Hadoop HDFS/YARN HA cluster
Description
Building a HA hadoop cluster with active passive namenode pair.
namenode is the controller for HDFS reads and writes. In HA mode namenode edits the journalnodes log, the standby then reads this log and applys to its own copy.
https://hadoop.apache.org/docs/r2.9.2/hadoop-project-dist/hadoop-common/ClusterSetup.html
Solution
Create a new hadoop Cluster named lab1. 3 KVMs all running instances of zookeeper, and journalnode. node 1 will be the active namenode, node2 will be the standby namenode.
All hosts will run datanodes with a replication factor of 2.
git repo hosting deploy with ansible to come.

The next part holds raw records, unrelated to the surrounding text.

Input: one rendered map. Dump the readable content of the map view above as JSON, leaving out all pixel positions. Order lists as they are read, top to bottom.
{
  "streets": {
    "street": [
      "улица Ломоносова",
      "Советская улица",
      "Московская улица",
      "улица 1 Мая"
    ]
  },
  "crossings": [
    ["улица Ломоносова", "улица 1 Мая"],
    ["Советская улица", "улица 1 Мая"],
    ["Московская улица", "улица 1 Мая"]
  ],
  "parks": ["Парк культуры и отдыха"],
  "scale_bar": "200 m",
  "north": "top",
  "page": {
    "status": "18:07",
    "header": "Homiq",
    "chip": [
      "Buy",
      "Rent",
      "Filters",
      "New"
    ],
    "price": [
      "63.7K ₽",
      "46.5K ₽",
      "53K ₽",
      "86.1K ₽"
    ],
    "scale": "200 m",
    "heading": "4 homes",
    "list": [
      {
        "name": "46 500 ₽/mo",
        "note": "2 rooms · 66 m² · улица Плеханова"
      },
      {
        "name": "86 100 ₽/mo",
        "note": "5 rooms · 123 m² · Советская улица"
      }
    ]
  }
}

ansible-playbook hadoop.yml --diff -i inventory -u root -e "bootstrap=True"
Configuration
core-site.xml : Config for HA HDFS cluster naming.
<configuration>
<property>
<name>fs.defaultFS</name>
<value>hdfs://lab1</value>
</property>
</configuration>
hdfs-site.xml : Config for HDFS. Active/Passive Namenode config. 3 way minimum cluster n+1 config. replication factor of 2 for storage.
<configuration>
<property>
<name>dfs.nameservices</name>
<value>lab1</value>
</property>
<property>
<name>dfs.permissions</name>
<value>false</value>
</property>
<property>
<name>dfs.ha.namenodes.lab1</name>
<value>nn1,nn2</value>
</property>
<property>
<name>dfs.namenode.rpc-address.lab1.nn1</name>
<value>hadoop-n1.home.lan:8020</value>
</property>
<property>
<name>dfs.namenode.rpc-address.lab1.nn2</name>
<value>hadoop-n2.home.lan:8020</value>
</property>
<property>
<name>dfs.namenode.http-address.lab1.nn1</name>
<value>hadoop-n1.home.lan:50070</value>
</property>
<property>
<name>dfs.namenode.http-address.lab1.nn2</name>
<value>hadoop-n2.home.lan:50070</value>
</property>
<property>
<name>dfs.namenode.shared.edits.dir</name>
<value>qjournal://hadoop-n1.home.lan:8485;hadoop-n2.home.lan:8485;hadoop-n3.home.lan:8485/lab1</value>
</property>
<property>
<name>dfs.journalnode.edits.dir</name>
<value>/data1/hadoop/hdfs/jn</value>
</property>
<property>
<name>dfs.client.failover.proxy.provider.lab1</name>
<value>org.apache.hadoop.hdfs.server.namenode.ha.ConfiguredFailoverProxyProvider</value>
</property>
<property>
<name>dfs.ha.fencing.methods</name>
<value>sshfence</value>
</property>
<!--
<property>
<name>dfs.ha.fencing.ssh.private-key-files</name>
<value>/root/.ssh/id_rsa</value>
</property>
-->
<property>
<name>dfs.ha.automatic-failover.enabled</name>
<value>true</value>
</property>
<property>
<name>dfs.namenode.name.dir</name>
<value>file:///data1/hadoop/hdfs/nn</value>
</property>
<property>
<name>dfs.datanode.data.dir</name>
<value>file:///data1/hadoop/hdfs/dn</value>
</property>
<property>
<name>dfs.replication</name>
<value>2</value>
</property>
<property>
<name>ha.zookeeper.quorum</name>
<value>hadoop-n1.home.lan:2181,hadoop-n2.home.lan:2181,hadoop-n3.home.lan:2181</value>
</property>
</configuration>
Initialise a new hdfs cluster
v2
Note: zookeeper must be running on all 3 nodes.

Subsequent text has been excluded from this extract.